=== Begin Enclosure ===

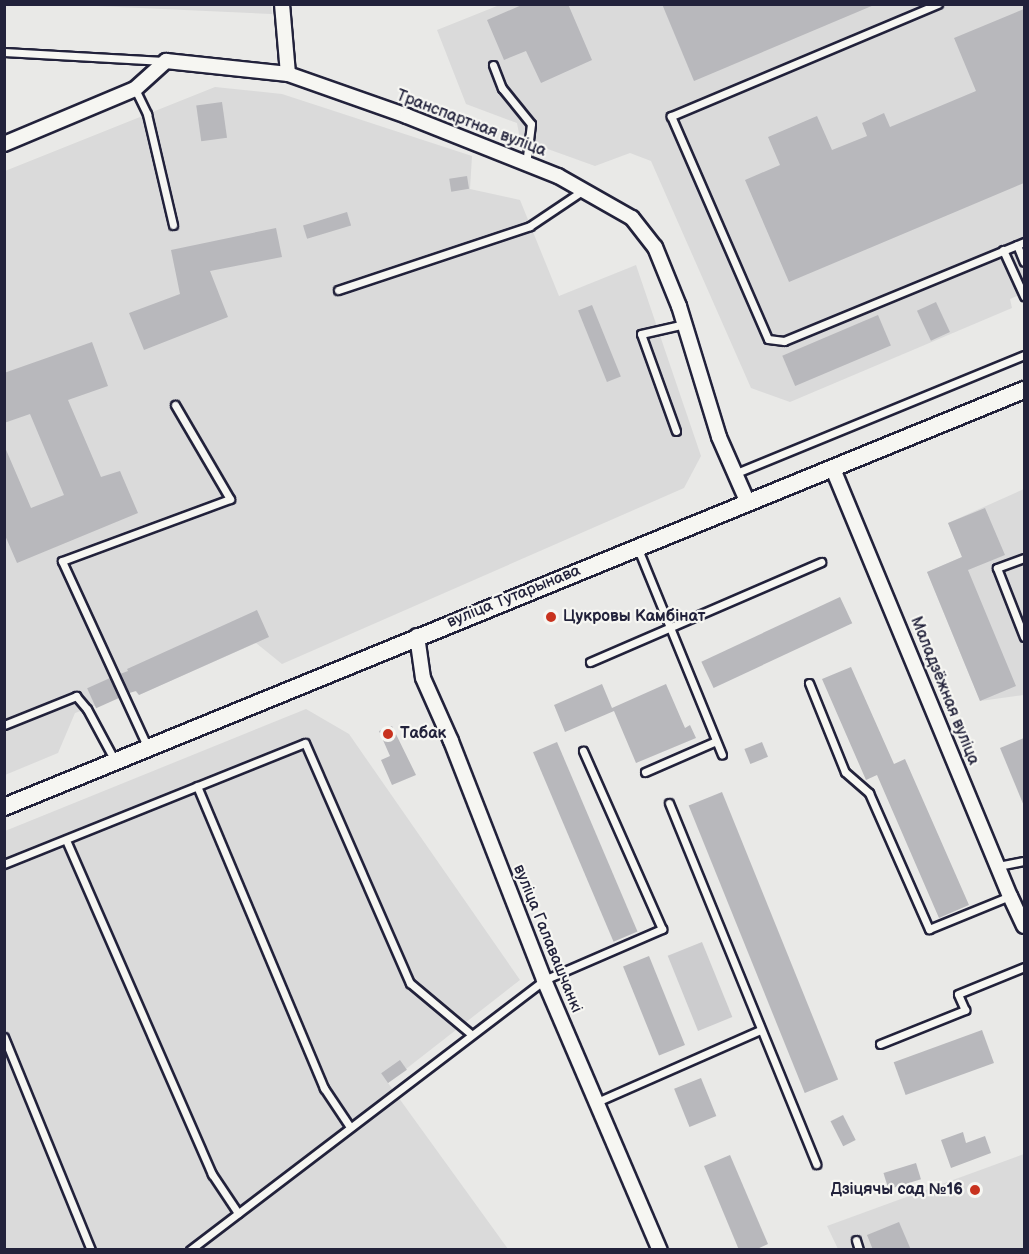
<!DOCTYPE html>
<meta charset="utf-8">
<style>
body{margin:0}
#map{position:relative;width:1029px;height:1254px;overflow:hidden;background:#e9e9e7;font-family:"Balsamiq Sans",sans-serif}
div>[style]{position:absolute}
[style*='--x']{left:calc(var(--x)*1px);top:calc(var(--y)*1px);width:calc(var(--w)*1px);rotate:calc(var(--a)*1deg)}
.built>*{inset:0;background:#dadada}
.green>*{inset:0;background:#ccccce;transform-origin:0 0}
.building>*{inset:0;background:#b8b8bc;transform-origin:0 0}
.roads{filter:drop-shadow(2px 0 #22223b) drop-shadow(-2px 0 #22223b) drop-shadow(0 2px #22223b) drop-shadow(0 -2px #22223b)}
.service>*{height:7px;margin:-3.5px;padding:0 3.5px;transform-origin:3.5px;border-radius:3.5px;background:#f6f6f2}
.minor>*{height:14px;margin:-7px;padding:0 7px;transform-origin:7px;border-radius:7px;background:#f6f6f2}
.tertiary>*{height:16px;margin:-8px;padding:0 8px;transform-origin:8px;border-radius:8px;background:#f6f6f2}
.dots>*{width:16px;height:16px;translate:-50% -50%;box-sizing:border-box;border:3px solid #f6f6f2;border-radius:50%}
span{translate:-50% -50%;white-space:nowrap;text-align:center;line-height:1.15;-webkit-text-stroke:4.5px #f6f6f2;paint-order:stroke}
.street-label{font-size:16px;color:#22223b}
.poi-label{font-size:16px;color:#22223b;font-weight:700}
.left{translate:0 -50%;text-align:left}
.right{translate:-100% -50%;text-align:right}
.frame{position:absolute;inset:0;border:6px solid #22223b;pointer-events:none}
</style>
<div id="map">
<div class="built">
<i style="clip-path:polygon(271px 4px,272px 14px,75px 5px,75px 4px)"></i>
<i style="clip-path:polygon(502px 4px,1024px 5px,1024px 293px,1010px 299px,1012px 308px,790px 402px,751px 388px,651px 161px,630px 153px,595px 166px,520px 139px,517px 123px,466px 104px,437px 30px)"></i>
<i style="clip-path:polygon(215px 87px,282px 94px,472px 156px,470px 189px,520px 200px,559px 296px,636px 265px,701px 456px,684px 488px,282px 664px,256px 643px,139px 695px,135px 691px,75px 713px,58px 753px,5px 775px,5px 171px)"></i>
<i style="clip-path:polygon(1024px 489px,1024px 695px,980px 701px,927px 572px,962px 557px,948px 523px)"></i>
<i style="clip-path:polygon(306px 709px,349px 734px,520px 980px,388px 1083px,508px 1249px,5px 1250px,5px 831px)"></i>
<i style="clip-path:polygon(1024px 1154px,1024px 1249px,838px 1249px,827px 1226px)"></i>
</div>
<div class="green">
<i style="left:702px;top:942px;width:81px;height:37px;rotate:68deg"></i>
</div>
<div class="building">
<i style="clip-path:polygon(524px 4px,568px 4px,592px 60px,541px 83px,526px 51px,504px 60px,487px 20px)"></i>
<i style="clip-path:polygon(662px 4px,874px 4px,874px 5px,694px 81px)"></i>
<i style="clip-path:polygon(1024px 9px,1024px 183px,789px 282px,745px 180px,780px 165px,768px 137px,817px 116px,832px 150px,867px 136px,862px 123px,884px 113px,890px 127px,976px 91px,954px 38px)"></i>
<i style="left:222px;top:102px;width:36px;height:26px;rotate:82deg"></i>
<i style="left:467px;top:176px;width:13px;height:18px;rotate:81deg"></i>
<i style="left:347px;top:212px;width:14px;height:46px;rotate:73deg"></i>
<i style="clip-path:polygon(276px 228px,282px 257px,210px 271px,228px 317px,144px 350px,129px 313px,180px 294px,171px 250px)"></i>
<i style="left:936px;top:302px;width:33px;height:21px;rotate:65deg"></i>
<i style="left:592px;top:305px;width:77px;height:15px;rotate:68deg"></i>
<i style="left:878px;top:315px;width:33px;height:104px;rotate:67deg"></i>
<i style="clip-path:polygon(92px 342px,108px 386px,68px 400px,101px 477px,120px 471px,138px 513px,17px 563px,4px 533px,4px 445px,31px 508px,64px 495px,30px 414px,4px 423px,4px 373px)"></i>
<i style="clip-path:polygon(985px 508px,1005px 555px,968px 570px,1016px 686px,980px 701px,927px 572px,962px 557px,948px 523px)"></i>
<i style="left:840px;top:597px;width:29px;height:153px;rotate:65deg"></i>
<i style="clip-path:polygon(257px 610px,269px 637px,139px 695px,136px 691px,129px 693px,120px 674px,128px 671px,127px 669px)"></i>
<i style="clip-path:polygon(851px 667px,894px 764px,905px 759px,969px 905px,939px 918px,877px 775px,866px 780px,822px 679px)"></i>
<i style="left:110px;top:678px;width:22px;height:25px;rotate:66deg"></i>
<i style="clip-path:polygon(602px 684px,612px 708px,666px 684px,685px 728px,690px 725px,696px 738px,636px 763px,614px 711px,565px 732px,554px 705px)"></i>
<i style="clip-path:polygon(392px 726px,416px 775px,392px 785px,381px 760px,390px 756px,379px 731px)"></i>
<i style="clip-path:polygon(1024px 738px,1024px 806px,1000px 748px)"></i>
<i style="left:557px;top:742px;width:206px;height:26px;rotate:67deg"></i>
<i style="left:762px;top:742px;width:16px;height:19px;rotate:68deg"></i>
<i style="left:722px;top:792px;width:310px;height:36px;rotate:68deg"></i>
<i style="left:649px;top:956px;width:96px;height:28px;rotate:68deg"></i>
<i style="left:982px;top:1030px;width:35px;height:94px;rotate:70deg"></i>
<i style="left:400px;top:1060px;width:12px;height:23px;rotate:55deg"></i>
<i style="left:701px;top:1078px;width:41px;height:29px;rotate:68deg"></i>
<i style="left:843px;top:1115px;width:28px;height:14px;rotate:63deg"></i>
<i style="clip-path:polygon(963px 1132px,966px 1143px,985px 1136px,991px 1153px,951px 1168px,941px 1140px)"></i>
<i style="clip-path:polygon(730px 1155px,768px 1244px,755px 1250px,739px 1250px,704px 1166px)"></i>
<i style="left:916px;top:1163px;width:17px;height:34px;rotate:73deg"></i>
<i style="clip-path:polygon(899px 1222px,911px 1250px,873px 1250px,867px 1235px)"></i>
</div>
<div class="roads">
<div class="service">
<i style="--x:938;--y:4;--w:290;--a:157.2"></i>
<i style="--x:671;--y:116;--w:243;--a:66.5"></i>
<i style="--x:768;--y:339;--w:16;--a:7"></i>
<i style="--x:784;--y:341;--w:260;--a:-22.4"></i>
<i style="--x:4;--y:52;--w:160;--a:3.2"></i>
<i style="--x:493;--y:65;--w:25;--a:69"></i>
<i style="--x:502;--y:88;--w:46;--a:51.1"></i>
<i style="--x:531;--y:124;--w:39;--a:97"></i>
<i style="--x:135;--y:89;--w:28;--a:64"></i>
<i style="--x:147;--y:114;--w:114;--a:76.8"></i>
<i style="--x:1017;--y:245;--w:18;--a:68"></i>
<i style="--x:1003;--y:250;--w:51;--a:65.5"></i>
<i style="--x:338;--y:290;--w:202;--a:-18.4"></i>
<i style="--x:530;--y:226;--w:63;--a:-33.9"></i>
<i style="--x:676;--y:431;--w:103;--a:-109.8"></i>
<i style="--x:641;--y:334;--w:45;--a:-12.8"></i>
<i style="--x:734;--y:474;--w:313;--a:-22.3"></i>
<i style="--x:638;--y:549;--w:222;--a:67.8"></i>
<i style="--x:1024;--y:558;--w:29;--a:160"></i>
<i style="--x:997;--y:568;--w:74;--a:68.6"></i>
<i style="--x:590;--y:662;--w:252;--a:-23.4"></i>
<i style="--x:809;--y:683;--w:96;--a:68"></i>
<i style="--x:845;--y:772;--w:32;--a:41"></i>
<i style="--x:869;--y:793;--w:149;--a:66.2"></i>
<i style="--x:929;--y:929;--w:87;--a:-22.2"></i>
<i style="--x:4;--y:725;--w:78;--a:-21.9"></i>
<i style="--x:76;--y:696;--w:17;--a:50"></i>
<i style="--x:87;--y:709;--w:59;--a:61.7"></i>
<i style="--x:148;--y:748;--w:206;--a:-114.7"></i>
<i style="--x:62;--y:561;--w:179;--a:-20.3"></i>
<i style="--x:230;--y:499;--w:109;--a:-120.3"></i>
<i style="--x:645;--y:772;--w:77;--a:-23.6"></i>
<i style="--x:197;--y:786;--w:328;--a:67.2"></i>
<i style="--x:324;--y:1088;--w:47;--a:56.3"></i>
<i style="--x:669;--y:803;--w:390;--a:67.8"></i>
<i style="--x:66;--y:840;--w:365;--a:66.4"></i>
<i style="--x:212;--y:1174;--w:47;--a:56.3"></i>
<i style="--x:4;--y:864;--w:324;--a:-21.9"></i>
<i style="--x:305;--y:743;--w:262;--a:66.4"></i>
<i style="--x:410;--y:983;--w:80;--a:39.9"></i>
<i style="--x:998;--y:866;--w:26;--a:-11"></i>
<i style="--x:4;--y:1037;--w:230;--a:67.8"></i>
<i style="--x:880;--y:1044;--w:92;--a:-21.8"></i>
<i style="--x:965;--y:1010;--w:17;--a:-114"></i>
<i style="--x:958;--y:994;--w:71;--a:-22.2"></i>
<i style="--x:597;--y:1102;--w:178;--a:-23.8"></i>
<i style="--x:856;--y:1240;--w:10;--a:73"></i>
<i style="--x:190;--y:1250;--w:445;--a:-37.3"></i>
<i style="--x:544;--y:980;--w:129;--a:-23.4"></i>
<i style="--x:662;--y:929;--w:195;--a:-113.9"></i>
</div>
<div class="minor">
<i style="--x:282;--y:4;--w:70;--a:85.1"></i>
<i style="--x:4;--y:144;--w:142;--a:-22.8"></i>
<i style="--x:135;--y:89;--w:42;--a:-42.1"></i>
<i style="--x:166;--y:61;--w:123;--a:6.1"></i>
<i style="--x:288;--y:74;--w:126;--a:19.4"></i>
<i style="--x:407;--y:116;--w:162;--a:21.7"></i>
<i style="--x:558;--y:176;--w:85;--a:29.6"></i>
<i style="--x:632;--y:218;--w:37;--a:52"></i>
<i style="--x:655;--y:247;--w:64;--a:67.9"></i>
<i style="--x:679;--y:306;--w:137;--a:73"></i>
<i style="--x:719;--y:437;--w:72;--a:66.3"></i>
<i style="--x:833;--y:469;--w:462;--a:67.5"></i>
<i style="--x:1010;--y:896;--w:33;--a:65"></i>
<i style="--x:417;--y:636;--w:42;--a:81.9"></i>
<i style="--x:423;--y:678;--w:69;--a:66"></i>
<i style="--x:451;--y:741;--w:256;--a:68.7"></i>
<i style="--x:544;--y:980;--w:294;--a:66.8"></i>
</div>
<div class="tertiary">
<i style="--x:4;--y:807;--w:1102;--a:-22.24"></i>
</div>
</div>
<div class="dots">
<i style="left:551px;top:617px;background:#c8321e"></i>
<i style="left:388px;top:734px;background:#c8321e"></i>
<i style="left:975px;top:1190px;background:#c8321e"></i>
</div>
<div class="street-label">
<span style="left:471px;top:124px;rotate:21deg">Транспартная вуліца</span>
<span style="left:514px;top:597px;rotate:-22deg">вуліца Тутарынава</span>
<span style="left:944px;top:691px;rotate:68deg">Маладзёжная вуліца</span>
<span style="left:547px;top:939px;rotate:68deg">вуліца Галавашчанкі</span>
</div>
<div class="poi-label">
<span class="left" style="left:563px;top:617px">Цукровы Камбінат</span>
<span class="left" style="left:400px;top:734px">Табак</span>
<span class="right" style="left:963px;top:1190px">Дзіцячы сад №16</span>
</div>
<div class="frame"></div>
</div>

=== End Enclosure ===

* _YOUR OBJECTIVE_
Determine the number of lines in the data that include the word "service", and provide that number without comment.

* _WRITTEN SOLUTION_
2